WHAT IS REQUIRED:
Establish how many lines in the records below include the word "then"; respond with that number only.

[Stored items]
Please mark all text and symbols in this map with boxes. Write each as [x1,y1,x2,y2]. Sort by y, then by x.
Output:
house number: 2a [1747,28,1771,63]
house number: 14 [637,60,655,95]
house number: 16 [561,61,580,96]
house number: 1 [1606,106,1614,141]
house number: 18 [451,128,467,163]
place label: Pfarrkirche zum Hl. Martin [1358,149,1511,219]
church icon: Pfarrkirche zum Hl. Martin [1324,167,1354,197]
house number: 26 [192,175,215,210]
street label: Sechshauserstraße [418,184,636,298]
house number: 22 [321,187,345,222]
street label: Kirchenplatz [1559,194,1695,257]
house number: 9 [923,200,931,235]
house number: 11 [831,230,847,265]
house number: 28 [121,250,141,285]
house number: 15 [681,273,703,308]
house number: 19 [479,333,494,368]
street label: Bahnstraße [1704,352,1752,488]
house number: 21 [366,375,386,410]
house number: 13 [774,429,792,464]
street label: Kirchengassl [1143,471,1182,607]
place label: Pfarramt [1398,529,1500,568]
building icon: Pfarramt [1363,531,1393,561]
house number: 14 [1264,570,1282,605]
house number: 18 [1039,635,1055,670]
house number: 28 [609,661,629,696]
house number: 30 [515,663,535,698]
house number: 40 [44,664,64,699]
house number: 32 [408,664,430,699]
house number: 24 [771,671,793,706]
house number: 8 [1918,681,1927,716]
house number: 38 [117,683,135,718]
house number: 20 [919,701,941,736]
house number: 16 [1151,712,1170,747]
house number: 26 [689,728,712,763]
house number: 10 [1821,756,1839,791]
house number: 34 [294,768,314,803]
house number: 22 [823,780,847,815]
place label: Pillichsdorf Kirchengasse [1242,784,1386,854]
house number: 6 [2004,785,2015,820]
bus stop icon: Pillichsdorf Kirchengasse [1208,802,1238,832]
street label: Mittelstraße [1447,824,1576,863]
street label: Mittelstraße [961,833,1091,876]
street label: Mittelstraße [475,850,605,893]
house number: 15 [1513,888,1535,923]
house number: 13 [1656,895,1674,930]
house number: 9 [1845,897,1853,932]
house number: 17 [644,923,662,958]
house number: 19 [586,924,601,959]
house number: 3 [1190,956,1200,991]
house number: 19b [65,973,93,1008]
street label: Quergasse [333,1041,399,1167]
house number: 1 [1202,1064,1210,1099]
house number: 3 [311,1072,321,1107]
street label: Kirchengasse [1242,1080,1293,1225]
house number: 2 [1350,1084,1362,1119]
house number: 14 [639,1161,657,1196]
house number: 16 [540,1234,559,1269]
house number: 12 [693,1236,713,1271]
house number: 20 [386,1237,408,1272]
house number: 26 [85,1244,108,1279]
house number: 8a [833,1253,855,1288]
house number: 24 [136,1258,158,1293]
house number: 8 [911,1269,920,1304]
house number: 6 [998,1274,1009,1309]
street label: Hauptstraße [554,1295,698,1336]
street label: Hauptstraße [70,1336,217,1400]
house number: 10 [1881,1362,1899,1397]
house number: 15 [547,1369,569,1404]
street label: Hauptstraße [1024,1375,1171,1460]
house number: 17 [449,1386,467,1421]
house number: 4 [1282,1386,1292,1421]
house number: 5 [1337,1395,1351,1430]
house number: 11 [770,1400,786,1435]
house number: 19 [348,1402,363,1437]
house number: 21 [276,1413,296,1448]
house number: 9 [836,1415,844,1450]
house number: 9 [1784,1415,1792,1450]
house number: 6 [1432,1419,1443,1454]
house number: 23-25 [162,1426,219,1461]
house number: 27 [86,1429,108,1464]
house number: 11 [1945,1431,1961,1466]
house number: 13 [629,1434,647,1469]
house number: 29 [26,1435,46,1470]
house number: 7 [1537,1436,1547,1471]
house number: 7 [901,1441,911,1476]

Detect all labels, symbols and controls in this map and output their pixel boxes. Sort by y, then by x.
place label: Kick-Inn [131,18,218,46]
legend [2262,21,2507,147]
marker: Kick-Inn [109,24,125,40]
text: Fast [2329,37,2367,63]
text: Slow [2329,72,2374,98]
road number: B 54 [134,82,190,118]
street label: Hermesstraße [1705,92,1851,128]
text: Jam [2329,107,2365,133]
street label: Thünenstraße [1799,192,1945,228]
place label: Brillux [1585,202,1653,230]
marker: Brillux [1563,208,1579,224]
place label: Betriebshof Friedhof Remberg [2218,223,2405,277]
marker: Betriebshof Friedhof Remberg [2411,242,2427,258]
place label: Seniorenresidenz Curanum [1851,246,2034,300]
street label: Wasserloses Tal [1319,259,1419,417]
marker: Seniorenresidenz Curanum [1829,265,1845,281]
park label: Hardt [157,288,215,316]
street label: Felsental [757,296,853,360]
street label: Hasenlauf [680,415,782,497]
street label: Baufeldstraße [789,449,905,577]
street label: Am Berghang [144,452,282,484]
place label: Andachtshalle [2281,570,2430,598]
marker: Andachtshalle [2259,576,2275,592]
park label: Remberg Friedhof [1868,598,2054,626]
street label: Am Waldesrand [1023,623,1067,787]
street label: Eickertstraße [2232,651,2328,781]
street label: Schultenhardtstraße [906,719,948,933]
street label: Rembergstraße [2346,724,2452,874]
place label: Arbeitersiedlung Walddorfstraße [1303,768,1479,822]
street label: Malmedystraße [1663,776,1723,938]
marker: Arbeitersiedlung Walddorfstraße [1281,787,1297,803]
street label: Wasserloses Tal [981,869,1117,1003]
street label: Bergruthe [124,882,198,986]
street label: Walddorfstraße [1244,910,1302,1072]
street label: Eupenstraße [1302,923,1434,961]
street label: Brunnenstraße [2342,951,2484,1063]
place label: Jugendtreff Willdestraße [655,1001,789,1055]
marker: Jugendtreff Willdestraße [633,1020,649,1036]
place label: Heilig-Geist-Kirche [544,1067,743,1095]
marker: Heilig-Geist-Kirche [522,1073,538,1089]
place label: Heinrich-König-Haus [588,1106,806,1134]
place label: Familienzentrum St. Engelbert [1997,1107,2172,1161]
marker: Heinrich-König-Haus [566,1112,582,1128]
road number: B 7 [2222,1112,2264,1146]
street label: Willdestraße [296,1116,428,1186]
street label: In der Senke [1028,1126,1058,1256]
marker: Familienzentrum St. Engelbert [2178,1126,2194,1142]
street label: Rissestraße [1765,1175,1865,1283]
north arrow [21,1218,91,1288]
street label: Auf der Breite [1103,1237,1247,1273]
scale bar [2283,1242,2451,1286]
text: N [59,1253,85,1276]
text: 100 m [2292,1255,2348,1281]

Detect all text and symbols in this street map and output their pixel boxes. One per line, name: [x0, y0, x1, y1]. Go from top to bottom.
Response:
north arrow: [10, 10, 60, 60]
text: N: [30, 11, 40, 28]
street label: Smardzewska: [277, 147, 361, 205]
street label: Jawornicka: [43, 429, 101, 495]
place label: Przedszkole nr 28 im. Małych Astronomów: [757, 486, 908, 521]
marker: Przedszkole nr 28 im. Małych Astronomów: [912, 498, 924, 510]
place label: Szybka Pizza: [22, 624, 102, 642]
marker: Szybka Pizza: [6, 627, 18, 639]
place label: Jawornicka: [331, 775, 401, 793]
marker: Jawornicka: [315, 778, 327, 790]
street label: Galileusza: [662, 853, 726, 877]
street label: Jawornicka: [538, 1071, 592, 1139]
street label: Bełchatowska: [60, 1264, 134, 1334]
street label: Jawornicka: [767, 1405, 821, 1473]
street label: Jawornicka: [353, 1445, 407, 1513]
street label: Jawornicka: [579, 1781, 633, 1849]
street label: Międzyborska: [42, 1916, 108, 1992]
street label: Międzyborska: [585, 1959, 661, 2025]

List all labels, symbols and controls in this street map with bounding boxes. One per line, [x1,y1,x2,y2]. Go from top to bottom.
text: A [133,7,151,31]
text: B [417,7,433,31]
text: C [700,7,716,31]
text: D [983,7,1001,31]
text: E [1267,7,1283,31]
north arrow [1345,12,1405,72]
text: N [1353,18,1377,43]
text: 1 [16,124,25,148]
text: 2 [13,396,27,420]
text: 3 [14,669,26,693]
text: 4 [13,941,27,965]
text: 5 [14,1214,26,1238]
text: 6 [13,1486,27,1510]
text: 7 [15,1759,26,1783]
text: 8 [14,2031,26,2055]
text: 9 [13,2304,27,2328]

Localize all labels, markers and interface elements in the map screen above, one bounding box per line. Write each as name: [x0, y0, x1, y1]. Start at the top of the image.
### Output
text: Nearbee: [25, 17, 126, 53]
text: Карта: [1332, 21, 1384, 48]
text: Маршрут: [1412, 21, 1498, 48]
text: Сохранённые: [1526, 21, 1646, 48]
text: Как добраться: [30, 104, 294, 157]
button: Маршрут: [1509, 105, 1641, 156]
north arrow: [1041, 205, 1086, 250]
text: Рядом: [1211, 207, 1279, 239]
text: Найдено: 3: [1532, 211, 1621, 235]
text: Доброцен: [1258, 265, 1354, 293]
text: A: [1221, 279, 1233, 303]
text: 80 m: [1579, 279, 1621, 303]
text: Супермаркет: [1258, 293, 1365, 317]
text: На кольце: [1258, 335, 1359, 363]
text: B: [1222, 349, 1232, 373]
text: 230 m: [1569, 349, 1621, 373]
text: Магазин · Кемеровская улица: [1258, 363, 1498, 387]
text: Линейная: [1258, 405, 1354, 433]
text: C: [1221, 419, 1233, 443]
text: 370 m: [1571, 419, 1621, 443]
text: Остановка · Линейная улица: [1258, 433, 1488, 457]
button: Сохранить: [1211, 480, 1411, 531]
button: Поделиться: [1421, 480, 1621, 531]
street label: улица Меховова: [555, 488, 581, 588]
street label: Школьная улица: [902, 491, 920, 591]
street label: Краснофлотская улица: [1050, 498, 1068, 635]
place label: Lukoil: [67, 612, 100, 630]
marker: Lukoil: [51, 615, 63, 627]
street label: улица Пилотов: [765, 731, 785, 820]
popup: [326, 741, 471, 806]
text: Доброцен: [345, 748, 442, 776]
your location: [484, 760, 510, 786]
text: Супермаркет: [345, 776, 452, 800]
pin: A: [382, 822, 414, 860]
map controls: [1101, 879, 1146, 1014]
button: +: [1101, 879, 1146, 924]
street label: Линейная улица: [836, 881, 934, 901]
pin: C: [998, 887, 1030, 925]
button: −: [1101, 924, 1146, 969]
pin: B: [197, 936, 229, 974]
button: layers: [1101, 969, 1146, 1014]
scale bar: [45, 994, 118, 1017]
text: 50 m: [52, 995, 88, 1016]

YOUR RESPONSE:
2